> _What is required_:
Scan the records for the string "icon"; copy each line where it occurs.

> _Supplied records_:
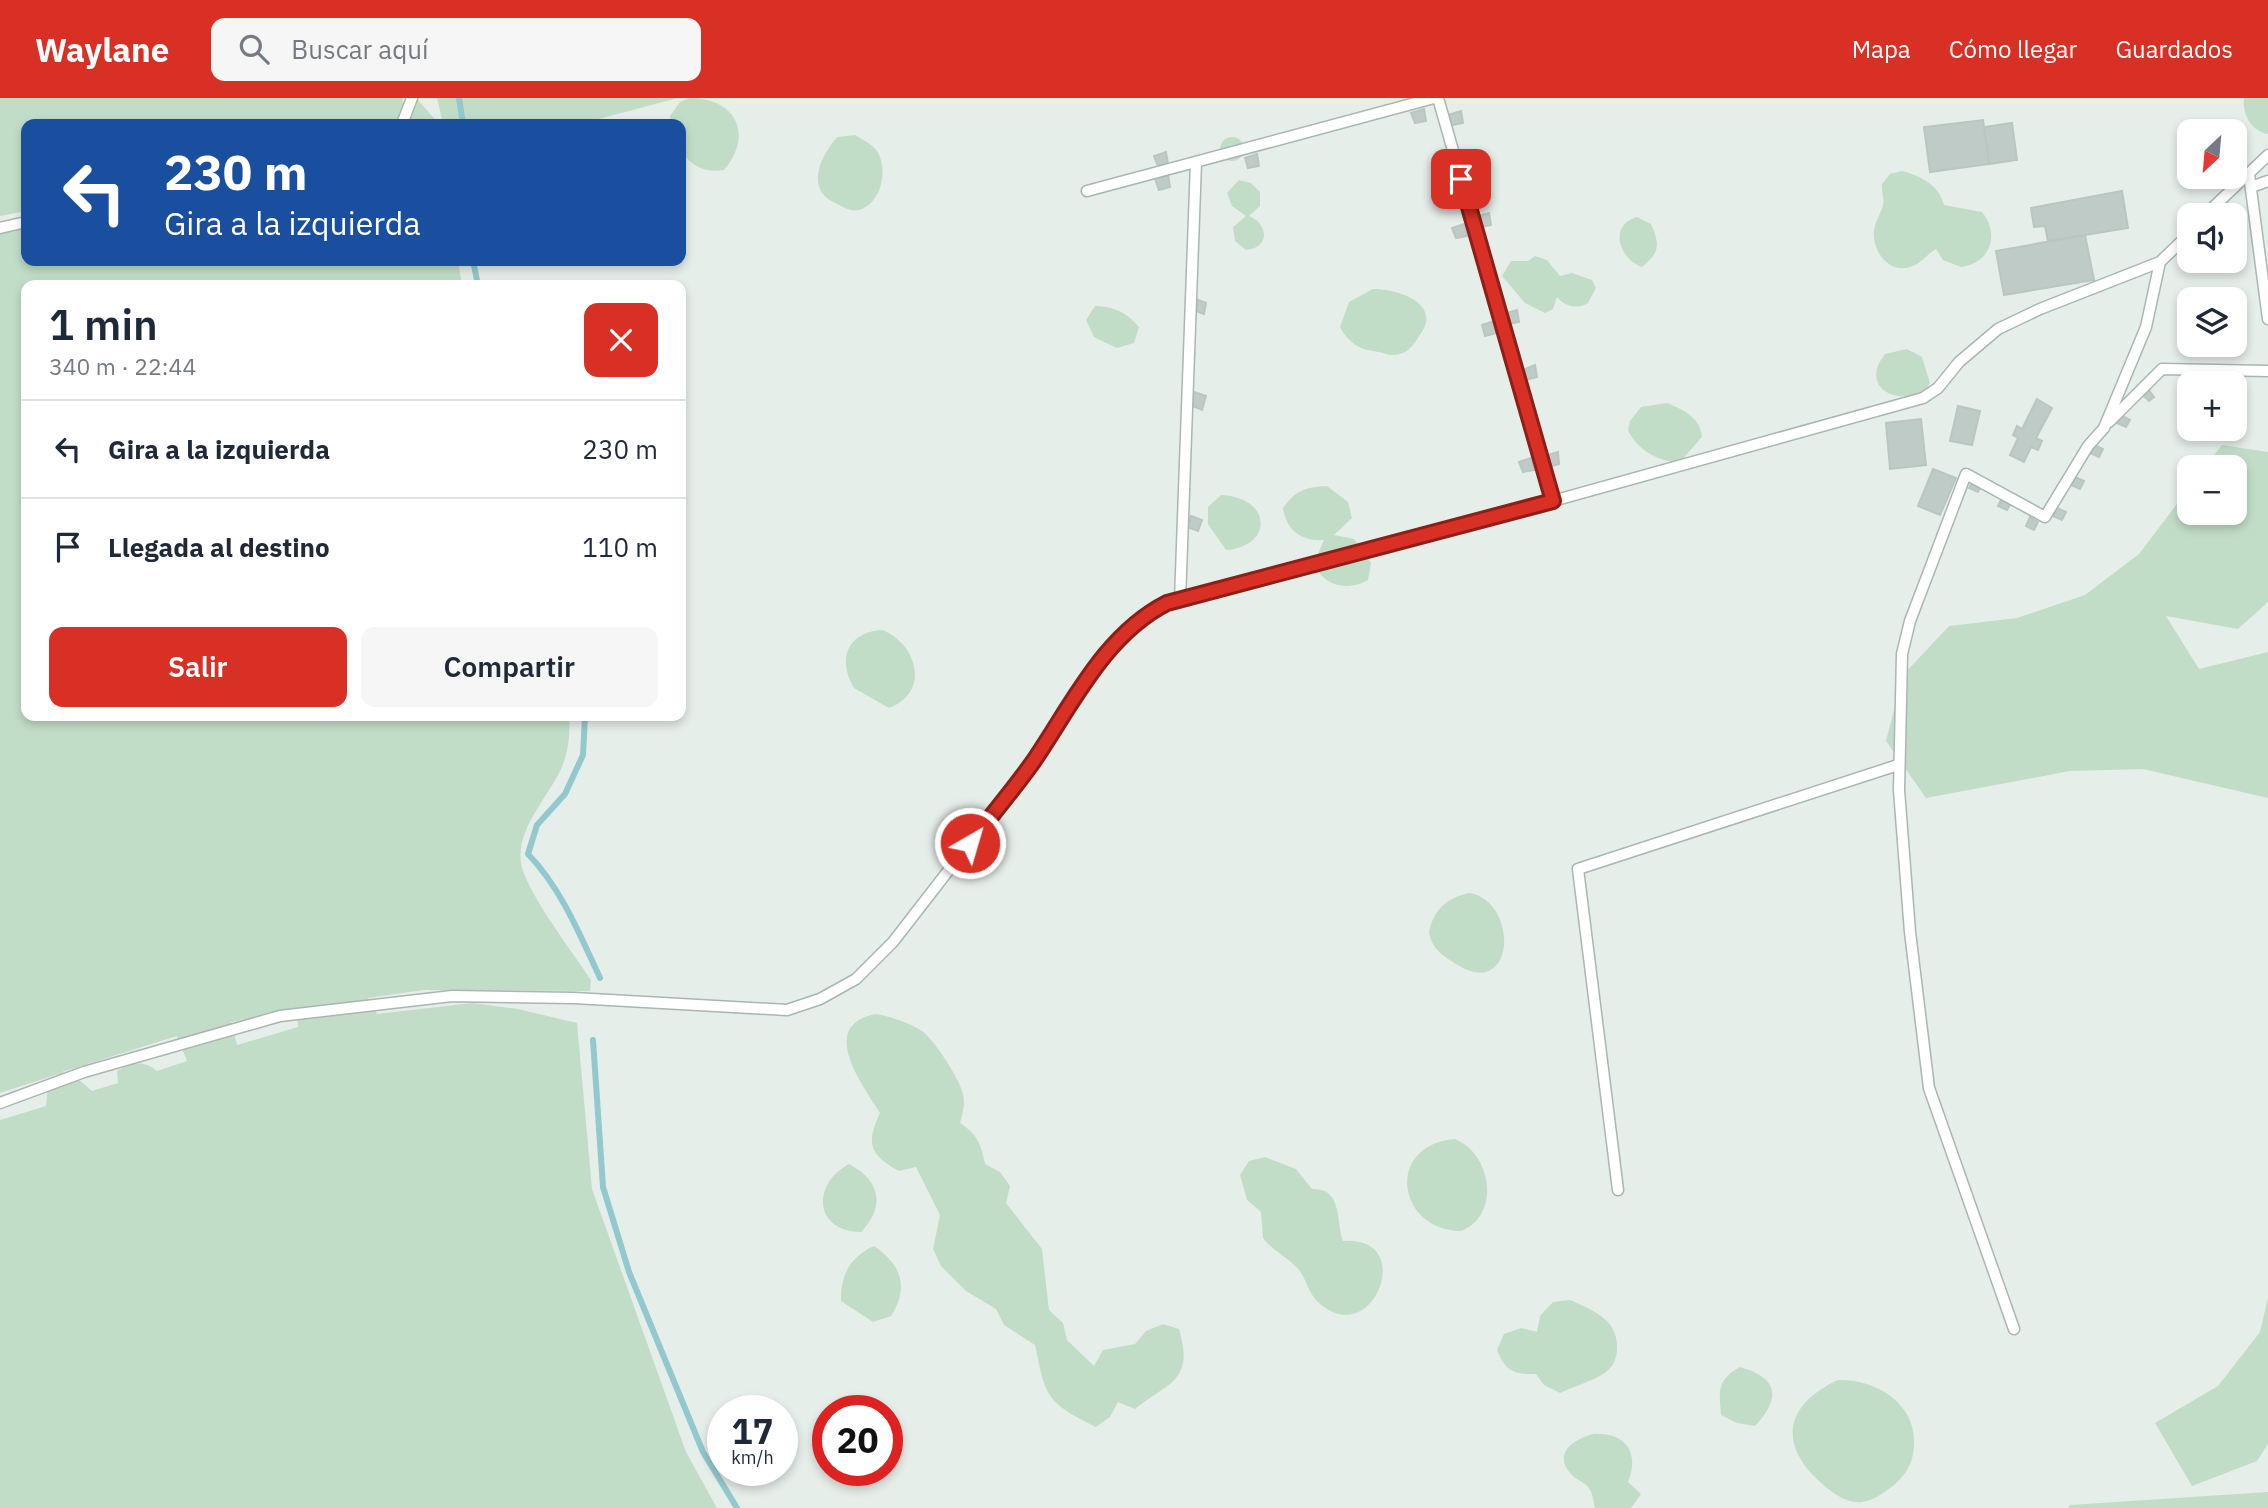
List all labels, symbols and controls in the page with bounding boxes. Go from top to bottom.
search box [211,18,701,81]
text: Waylane [35,28,169,71]
icon: search [235,30,273,68]
text: Buscar aquí [291,32,429,66]
text: Mapa [1852,33,1911,65]
text: Cómo llegar [1949,33,2077,65]
text: Guardados [2115,33,2233,65]
north arrow [2177,119,2247,189]
map controls [2177,119,2247,525]
text: 230 m [164,140,308,203]
icon: left [49,147,140,238]
pin [1431,149,1491,209]
icon: arrive [1442,160,1480,198]
text: Gira a la izquierda [164,202,421,244]
button: sound [2177,203,2247,273]
button: layers [2177,287,2247,357]
text: 1 min [49,297,158,352]
button: close [584,303,658,377]
text: 340 m · 22:44 [49,351,196,381]
button: + [2177,371,2247,441]
icon: left [49,430,87,468]
text: Gira a la izquierda [108,432,330,466]
text: 230 m [582,432,658,466]
button: − [2177,455,2247,525]
icon: arrive [49,528,87,566]
text: Llegada al destino [108,530,330,564]
text: 110 m [582,530,658,564]
button: Salir [49,627,347,707]
button: Compartir [361,627,658,707]
position arrow [933,806,1007,880]
speed limit sign: 20 [812,1395,903,1486]
text: 17 [731,1408,774,1454]
text: km/h [731,1446,774,1469]

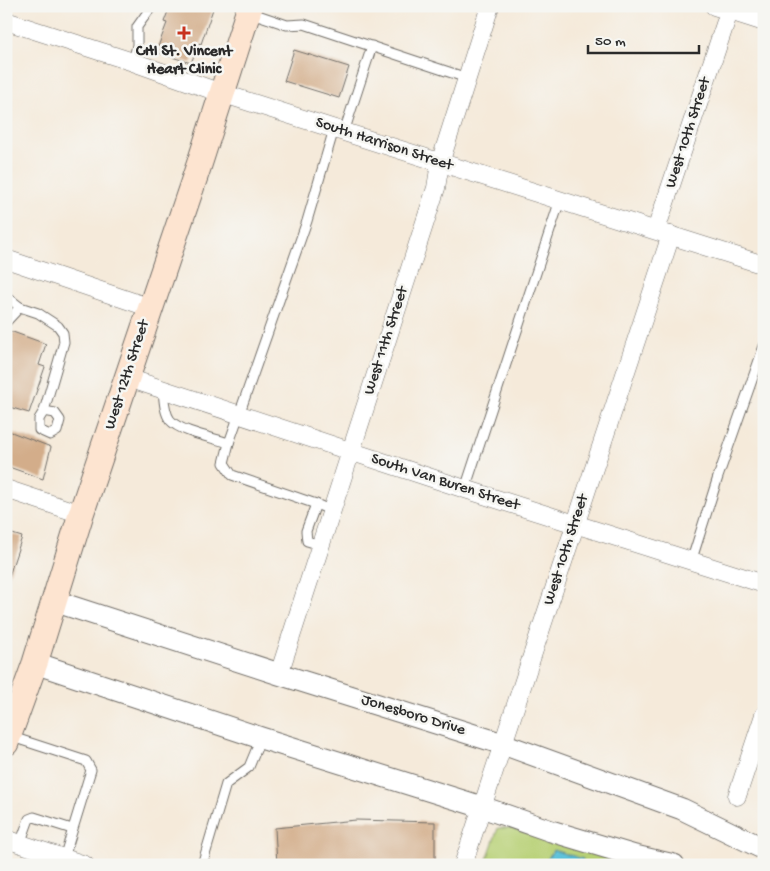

> _Task answer_:
icon: search [235,30,273,68]
icon: left [49,147,140,238]
icon: arrive [1442,160,1480,198]
icon: left [49,430,87,468]
icon: arrive [49,528,87,566]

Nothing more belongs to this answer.